初めのうちは、何かにつかまらせるなどして、ゆっくりと立ち上がらせます。めまいを起こしやすいので、注意しましょう。

[椅子から立ち上がる場合]

(1)お年寄りの腰を椅子の座面の前方にずらして浅めに腰かけさせ、片方の足(麻痺のある人は健側の足)を後ろに引かせます。

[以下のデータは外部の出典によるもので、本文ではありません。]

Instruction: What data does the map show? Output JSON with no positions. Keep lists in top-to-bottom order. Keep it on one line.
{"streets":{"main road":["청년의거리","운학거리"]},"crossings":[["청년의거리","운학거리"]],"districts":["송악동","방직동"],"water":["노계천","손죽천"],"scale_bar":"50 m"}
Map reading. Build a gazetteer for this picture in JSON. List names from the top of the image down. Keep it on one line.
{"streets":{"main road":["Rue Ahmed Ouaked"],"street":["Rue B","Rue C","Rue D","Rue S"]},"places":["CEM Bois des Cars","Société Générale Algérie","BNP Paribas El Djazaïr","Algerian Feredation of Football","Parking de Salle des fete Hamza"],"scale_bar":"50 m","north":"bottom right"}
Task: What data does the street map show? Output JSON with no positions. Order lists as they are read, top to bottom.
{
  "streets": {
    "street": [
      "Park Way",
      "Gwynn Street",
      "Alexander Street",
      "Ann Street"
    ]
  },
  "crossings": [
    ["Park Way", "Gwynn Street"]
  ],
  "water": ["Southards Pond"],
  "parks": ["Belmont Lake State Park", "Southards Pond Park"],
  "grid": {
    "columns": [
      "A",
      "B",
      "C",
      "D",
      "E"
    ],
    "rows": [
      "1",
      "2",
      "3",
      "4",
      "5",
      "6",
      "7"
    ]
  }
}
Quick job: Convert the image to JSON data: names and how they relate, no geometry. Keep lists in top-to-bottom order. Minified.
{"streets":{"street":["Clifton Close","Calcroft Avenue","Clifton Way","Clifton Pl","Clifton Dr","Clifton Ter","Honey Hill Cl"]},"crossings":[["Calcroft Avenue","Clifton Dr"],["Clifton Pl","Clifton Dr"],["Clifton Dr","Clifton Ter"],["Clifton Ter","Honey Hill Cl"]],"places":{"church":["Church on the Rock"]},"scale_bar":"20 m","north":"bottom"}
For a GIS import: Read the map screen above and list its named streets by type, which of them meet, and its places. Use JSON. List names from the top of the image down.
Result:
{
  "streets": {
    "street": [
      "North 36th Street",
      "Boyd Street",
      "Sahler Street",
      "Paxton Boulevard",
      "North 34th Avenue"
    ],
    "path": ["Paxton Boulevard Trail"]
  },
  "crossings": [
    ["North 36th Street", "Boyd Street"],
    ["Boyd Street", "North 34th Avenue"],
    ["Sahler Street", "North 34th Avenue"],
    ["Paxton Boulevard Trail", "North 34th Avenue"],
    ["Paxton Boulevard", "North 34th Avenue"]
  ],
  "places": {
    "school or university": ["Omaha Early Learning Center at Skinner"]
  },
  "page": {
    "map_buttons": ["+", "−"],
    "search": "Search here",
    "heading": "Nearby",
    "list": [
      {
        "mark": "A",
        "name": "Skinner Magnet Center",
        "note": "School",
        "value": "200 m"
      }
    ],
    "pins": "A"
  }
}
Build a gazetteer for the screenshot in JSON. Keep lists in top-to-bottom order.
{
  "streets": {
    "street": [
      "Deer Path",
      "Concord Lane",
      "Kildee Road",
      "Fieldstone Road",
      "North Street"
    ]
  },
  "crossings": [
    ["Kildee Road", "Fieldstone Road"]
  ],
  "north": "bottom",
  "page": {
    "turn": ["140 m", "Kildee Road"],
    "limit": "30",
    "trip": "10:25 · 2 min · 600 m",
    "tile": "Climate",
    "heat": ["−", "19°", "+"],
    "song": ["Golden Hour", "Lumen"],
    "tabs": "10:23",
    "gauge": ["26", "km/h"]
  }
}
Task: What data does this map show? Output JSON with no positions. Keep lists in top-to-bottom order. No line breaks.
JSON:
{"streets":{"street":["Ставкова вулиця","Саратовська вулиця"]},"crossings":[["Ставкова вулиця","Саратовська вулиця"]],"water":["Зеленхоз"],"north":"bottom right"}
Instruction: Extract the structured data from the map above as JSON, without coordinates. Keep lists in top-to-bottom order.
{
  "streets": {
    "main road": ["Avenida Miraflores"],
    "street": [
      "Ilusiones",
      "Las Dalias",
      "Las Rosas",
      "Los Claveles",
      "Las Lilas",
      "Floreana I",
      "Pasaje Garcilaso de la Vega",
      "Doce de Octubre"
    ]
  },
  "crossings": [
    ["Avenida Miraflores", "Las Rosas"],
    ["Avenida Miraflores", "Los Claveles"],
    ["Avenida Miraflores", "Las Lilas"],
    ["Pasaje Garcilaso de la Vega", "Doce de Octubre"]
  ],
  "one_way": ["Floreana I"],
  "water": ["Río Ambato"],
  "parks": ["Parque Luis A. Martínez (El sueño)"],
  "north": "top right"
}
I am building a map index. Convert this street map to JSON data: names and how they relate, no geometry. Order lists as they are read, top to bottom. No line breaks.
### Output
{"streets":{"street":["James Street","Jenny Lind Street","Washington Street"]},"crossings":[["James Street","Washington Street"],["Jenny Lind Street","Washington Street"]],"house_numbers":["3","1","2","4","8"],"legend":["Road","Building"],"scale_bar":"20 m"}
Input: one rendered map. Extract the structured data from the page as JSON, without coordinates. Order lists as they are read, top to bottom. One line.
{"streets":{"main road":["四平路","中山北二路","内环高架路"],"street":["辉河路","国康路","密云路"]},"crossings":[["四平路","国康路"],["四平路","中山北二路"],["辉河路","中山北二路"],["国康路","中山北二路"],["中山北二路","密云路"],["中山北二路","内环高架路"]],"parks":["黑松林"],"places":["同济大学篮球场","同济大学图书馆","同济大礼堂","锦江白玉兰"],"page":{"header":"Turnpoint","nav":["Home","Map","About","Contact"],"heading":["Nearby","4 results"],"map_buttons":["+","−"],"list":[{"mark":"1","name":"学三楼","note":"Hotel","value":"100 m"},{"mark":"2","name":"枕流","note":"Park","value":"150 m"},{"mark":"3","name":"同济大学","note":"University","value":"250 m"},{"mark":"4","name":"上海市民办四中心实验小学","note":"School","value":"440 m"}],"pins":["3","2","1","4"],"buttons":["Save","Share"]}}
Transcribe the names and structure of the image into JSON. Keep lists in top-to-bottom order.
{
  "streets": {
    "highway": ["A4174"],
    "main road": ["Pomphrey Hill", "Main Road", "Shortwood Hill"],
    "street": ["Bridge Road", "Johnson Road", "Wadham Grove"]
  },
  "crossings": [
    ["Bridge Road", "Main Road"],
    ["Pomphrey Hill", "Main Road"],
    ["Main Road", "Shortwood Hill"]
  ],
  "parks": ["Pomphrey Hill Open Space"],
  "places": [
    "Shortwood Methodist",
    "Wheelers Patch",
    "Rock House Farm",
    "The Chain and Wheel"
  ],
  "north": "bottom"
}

(2)向かい合ってお年寄りの引いた足の膝を自分の膝で支え、両手を脇から差し込んで骨盤に手を置きます。次にお年寄りの手を介助する人の首に回します。そして、「1・2・3」と声を掛けて立ち上がらせます。

※立ち上がった状態から座らせる場合は、逆の動作になります。お年寄りを椅子の縁のぎりぎりに立たせて腰を下ろさせるようにします。介助する人は、後ろから骨盤をしっかり支えます。

[床や布団から立ち上がる場合]

(1)お年寄りを横座りにし、手をテーブルにつかせます。次に後ろから骨盤に両手を置き、「1・2・3」で呼吸を合わせて抱え上げ、膝立ちにします。

(2)両手をテーブルにつかせて、まず片膝を立てます。

(3)両手で骨盤をしっかり支えて、「1・2・3」と呼吸を合わせて立ち上がらせます。

※立ち上がった状態から座らせる場合は、逆の動作になります。両手を台に付いて利き足から膝を折って横座りにさせます。介助する人は、後ろから骨盤をしっかり支えます。

[片麻痺がある場合]

片麻痺がある場合も動作は同じですが、健側に台を置き、健側の手をつかせて健側の膝立ちをさせてから立ち上がらせます。
麻痺側に倒れやすいので、麻痺側をしっかり支え、動かしにくい足や腰に手を添えます。

※立ち上がった状態から座らせる場合は、逆の動作になります。
健側の手を付かせ、健側の膝を折るようにします。
介助する人は、後ろから骨盤をしっかり支えます。